• GOAL OF THE EXERCISE: Your answer should be each line of the entries that contains the word "evenodd", copied in full.

(Collected data)
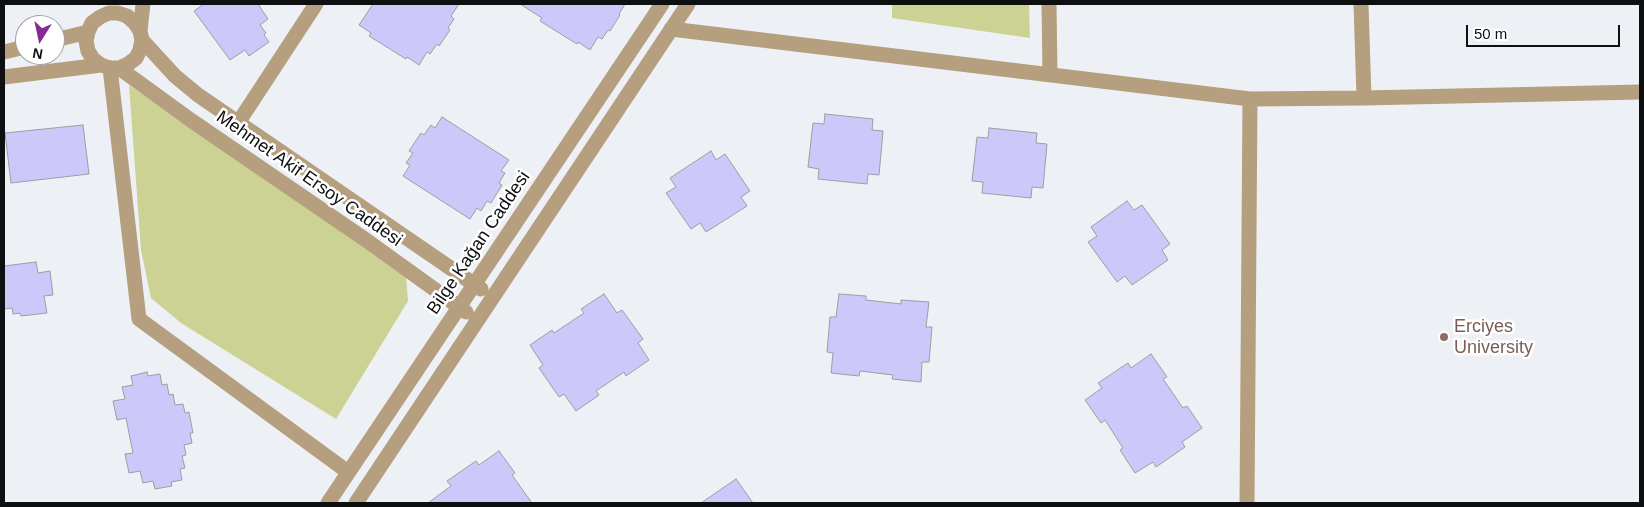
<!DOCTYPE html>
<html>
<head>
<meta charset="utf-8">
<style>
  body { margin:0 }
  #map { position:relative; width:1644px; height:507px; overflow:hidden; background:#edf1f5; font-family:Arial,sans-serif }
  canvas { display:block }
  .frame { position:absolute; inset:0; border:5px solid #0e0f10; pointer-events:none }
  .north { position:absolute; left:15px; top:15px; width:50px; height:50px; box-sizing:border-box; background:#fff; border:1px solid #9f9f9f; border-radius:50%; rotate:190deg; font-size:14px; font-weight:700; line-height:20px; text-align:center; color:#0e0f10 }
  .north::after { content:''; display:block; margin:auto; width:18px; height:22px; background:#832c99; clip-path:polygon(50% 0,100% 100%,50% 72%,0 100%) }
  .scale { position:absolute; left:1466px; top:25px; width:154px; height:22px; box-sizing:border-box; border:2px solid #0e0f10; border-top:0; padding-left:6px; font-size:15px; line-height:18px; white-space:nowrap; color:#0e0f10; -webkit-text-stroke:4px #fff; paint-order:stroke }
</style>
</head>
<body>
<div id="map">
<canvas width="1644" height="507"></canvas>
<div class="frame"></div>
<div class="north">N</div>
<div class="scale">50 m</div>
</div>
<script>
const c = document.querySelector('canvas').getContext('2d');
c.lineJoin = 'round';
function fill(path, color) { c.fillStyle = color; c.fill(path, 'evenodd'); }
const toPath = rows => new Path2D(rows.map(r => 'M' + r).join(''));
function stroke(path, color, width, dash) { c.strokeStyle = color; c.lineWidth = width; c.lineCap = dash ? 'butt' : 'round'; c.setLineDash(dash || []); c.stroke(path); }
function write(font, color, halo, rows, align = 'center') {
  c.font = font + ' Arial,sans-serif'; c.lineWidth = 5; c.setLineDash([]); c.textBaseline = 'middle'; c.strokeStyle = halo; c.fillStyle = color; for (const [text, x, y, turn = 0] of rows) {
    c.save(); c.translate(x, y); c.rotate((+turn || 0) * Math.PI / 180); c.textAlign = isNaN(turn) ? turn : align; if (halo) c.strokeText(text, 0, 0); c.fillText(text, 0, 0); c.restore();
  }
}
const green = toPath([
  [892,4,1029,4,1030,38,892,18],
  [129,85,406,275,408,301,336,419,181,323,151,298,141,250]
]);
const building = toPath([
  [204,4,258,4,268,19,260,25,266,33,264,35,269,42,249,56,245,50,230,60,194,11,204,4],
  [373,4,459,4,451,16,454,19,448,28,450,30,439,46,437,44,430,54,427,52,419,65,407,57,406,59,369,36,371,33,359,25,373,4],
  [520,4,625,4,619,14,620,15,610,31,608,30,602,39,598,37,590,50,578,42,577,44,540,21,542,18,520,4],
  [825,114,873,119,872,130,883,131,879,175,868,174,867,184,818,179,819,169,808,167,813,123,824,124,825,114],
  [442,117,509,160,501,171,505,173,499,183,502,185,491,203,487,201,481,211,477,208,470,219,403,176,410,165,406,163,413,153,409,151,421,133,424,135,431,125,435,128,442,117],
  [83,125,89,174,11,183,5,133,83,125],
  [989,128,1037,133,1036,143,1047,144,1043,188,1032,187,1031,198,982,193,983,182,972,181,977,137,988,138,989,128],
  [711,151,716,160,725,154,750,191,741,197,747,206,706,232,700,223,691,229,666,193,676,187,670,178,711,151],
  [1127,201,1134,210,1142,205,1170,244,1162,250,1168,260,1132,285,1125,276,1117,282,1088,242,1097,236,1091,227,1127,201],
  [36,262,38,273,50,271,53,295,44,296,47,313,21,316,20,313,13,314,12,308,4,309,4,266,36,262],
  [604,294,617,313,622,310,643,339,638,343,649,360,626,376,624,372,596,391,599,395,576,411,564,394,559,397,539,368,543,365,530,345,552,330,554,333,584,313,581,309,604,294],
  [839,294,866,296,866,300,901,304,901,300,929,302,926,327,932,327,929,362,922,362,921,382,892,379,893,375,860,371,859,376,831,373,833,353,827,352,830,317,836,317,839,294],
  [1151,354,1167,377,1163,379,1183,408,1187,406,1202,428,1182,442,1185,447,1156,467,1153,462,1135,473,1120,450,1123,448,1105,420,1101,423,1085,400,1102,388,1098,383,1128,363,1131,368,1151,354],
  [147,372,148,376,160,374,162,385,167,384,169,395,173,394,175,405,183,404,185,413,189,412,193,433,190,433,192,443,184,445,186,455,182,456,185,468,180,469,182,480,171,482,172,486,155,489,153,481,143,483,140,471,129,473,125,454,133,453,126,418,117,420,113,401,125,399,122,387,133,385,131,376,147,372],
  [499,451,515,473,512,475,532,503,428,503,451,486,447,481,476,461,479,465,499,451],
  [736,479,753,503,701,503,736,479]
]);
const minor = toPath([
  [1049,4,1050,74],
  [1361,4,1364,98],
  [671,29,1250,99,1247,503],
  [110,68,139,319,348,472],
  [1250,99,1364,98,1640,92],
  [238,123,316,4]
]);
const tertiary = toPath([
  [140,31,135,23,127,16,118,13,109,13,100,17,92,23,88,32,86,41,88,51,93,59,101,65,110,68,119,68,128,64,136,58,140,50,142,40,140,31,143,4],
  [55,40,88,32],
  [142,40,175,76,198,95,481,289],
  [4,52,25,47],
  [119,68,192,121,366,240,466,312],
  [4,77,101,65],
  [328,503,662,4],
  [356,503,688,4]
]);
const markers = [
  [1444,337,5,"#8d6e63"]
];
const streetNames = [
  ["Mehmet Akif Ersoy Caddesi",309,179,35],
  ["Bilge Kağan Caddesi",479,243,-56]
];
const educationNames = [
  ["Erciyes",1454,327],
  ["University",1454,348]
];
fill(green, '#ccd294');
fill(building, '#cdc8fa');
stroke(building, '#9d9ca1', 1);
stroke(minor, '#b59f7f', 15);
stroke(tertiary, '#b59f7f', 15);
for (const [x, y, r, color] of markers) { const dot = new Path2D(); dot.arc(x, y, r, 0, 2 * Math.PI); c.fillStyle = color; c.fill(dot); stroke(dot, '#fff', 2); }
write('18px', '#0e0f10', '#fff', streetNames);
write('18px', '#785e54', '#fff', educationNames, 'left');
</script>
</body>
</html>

...

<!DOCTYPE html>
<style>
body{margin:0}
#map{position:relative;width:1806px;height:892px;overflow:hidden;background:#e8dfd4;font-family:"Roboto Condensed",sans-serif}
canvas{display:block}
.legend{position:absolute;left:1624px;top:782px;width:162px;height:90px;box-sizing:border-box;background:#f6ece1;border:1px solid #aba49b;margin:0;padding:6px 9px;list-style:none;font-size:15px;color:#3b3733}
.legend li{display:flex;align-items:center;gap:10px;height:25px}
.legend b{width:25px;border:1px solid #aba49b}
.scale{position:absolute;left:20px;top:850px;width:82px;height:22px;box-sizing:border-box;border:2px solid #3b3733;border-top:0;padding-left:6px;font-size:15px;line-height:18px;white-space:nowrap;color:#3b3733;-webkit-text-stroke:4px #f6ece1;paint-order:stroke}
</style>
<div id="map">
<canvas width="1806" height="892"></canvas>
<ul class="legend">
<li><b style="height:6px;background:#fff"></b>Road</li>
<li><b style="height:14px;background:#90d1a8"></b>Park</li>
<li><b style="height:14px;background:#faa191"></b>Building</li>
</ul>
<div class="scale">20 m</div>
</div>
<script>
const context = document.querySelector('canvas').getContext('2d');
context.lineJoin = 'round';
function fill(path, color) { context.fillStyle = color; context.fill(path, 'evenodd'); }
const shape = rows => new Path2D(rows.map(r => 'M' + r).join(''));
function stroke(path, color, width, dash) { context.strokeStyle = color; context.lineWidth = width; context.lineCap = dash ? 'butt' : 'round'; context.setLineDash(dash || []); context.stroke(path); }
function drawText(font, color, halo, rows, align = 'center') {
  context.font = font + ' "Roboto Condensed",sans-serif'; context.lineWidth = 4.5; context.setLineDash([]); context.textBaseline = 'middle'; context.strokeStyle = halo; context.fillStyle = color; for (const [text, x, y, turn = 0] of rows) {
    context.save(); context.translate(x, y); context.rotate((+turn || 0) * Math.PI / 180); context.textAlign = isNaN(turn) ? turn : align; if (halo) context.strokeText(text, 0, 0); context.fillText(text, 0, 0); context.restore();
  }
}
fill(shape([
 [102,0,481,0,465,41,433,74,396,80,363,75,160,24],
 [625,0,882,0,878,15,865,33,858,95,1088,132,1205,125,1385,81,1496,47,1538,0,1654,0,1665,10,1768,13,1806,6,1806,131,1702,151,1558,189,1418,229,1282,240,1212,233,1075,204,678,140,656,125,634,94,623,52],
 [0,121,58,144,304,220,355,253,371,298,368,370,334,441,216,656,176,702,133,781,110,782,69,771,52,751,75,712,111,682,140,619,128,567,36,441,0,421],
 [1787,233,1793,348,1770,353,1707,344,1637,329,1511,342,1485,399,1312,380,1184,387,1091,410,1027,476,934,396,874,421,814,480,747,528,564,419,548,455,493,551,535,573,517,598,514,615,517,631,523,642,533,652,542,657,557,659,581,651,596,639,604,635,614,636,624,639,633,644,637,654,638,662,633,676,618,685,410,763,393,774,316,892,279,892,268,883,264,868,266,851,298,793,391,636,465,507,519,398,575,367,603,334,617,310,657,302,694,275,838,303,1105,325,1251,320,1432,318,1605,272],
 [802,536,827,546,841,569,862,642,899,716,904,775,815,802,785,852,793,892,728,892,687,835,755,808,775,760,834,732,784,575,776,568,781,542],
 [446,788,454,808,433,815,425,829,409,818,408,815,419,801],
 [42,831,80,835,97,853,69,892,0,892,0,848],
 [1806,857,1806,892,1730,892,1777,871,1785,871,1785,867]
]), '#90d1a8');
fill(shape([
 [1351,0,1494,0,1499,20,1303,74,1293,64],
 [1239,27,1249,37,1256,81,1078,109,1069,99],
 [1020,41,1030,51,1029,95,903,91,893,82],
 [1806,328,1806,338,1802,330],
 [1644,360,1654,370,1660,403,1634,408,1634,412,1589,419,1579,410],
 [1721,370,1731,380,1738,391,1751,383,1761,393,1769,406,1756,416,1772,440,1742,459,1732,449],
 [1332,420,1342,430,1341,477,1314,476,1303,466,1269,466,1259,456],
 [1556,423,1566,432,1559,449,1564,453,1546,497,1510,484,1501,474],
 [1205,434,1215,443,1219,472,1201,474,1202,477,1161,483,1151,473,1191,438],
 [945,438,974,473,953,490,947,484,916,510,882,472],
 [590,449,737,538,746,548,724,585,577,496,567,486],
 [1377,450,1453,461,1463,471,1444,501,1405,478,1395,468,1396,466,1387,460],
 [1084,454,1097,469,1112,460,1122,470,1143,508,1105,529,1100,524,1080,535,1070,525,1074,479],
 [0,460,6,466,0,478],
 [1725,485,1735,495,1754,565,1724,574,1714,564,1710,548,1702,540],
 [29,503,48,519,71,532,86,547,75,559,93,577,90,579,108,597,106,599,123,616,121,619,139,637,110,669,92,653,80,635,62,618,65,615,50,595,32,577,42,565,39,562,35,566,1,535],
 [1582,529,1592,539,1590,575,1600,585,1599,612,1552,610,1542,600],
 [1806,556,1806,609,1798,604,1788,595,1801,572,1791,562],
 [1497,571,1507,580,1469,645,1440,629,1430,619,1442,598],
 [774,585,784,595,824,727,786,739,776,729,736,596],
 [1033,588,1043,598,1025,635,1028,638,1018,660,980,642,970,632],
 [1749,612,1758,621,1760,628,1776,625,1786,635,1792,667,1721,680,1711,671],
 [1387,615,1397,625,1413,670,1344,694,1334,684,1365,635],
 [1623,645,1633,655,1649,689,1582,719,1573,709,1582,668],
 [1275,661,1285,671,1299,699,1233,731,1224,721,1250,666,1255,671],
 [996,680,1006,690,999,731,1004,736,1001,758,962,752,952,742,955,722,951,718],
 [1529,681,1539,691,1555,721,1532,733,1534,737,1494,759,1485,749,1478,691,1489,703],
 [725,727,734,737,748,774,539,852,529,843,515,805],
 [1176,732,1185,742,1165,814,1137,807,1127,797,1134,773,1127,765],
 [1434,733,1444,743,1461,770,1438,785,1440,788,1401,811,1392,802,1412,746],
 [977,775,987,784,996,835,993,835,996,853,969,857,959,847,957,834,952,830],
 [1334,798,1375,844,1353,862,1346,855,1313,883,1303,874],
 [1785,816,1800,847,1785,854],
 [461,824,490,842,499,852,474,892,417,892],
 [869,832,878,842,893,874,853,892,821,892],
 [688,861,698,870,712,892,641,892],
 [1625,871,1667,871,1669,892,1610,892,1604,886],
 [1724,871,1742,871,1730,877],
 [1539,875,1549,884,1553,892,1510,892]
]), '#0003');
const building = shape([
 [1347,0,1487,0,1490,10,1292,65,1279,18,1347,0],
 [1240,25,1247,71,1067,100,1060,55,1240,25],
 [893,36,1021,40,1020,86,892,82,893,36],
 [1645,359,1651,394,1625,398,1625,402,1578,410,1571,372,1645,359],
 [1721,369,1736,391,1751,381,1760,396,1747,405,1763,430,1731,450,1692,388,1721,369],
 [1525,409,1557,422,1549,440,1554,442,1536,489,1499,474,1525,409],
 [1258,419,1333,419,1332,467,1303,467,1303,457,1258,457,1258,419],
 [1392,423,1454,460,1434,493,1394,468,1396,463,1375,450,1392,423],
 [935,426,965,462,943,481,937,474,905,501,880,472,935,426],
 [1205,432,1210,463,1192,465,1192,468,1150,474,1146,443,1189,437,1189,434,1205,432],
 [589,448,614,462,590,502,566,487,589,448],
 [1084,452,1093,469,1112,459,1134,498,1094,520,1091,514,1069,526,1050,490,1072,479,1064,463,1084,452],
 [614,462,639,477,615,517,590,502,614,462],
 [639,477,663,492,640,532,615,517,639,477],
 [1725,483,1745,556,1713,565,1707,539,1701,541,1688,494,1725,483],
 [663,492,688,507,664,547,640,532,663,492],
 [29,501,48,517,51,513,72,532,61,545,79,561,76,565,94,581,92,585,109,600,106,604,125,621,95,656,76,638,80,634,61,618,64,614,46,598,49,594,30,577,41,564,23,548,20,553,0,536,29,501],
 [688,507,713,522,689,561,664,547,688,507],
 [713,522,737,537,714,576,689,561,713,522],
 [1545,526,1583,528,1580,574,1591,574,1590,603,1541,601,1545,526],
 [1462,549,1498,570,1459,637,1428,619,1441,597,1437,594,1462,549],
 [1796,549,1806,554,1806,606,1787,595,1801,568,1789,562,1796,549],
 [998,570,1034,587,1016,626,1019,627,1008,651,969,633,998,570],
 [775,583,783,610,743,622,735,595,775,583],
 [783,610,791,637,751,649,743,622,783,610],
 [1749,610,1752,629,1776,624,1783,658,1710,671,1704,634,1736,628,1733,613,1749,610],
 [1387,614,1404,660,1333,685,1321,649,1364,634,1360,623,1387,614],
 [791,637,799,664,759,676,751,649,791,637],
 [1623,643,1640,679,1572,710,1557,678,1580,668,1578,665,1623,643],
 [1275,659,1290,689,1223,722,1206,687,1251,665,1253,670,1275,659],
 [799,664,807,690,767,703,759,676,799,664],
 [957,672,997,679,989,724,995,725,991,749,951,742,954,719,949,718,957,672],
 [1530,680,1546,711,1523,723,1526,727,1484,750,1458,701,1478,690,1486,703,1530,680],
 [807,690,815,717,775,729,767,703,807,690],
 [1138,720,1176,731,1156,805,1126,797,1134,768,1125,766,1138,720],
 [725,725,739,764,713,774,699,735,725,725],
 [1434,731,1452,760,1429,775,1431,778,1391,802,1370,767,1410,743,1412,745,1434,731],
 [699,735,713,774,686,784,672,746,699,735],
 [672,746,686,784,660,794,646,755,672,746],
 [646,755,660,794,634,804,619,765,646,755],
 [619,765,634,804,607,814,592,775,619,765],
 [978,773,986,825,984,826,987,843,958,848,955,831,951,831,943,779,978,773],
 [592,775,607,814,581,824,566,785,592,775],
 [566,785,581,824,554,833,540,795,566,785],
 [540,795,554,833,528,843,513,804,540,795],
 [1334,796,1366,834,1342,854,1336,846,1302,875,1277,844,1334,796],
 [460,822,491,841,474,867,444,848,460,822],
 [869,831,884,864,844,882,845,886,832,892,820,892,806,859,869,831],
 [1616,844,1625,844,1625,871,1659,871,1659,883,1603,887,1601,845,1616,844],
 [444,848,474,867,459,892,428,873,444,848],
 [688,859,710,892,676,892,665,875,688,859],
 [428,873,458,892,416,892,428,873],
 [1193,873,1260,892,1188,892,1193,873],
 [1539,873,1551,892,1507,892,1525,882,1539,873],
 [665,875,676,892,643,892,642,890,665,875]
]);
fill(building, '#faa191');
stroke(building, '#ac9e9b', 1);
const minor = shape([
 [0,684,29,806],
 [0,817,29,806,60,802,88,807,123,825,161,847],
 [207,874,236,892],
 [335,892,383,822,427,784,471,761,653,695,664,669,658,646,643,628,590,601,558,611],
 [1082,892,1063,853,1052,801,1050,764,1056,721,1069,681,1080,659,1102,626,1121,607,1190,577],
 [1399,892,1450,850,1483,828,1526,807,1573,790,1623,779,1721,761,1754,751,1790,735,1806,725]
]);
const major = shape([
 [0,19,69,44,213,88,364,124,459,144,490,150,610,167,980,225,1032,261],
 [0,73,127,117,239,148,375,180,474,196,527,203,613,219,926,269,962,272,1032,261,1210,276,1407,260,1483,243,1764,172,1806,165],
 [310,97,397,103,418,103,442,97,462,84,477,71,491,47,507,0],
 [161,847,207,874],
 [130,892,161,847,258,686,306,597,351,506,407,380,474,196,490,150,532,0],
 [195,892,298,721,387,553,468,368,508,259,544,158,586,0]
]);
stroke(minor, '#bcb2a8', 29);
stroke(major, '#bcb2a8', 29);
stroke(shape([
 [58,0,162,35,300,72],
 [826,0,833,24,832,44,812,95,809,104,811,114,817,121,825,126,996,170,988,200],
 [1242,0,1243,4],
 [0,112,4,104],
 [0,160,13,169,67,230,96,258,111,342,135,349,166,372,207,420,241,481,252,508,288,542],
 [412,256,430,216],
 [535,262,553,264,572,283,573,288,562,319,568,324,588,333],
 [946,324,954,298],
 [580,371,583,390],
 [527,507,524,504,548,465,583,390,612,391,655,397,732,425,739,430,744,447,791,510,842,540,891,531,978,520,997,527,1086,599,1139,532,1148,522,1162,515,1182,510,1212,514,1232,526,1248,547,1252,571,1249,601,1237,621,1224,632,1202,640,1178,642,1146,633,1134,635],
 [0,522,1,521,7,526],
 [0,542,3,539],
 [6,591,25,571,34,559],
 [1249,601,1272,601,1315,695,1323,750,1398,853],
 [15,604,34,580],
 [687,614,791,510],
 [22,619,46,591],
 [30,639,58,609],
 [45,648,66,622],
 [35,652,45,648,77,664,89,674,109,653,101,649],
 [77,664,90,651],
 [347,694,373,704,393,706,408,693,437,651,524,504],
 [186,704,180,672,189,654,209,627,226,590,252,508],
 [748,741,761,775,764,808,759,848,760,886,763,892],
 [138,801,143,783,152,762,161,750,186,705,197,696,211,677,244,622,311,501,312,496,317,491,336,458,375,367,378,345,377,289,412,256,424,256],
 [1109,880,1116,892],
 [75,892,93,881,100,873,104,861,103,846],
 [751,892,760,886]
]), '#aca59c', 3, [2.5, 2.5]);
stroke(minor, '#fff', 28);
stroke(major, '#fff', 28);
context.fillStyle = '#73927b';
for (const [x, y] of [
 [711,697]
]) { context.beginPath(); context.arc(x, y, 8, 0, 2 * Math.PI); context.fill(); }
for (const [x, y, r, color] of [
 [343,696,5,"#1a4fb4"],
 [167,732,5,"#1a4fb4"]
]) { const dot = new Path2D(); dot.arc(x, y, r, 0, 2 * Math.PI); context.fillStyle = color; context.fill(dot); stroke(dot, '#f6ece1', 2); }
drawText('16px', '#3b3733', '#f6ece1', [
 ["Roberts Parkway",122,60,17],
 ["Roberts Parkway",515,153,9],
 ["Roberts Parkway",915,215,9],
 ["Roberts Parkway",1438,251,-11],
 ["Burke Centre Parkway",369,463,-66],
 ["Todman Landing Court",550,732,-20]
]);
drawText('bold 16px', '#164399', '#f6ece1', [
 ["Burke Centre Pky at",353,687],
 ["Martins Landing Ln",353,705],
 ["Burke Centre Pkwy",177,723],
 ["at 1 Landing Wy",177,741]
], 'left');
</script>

• ANSWER TO THE EXERCISE:
function fill(path, color) { c.fillStyle = color; c.fill(path, 'evenodd'); }
function fill(path, color) { context.fillStyle = color; context.fill(path, 'evenodd'); }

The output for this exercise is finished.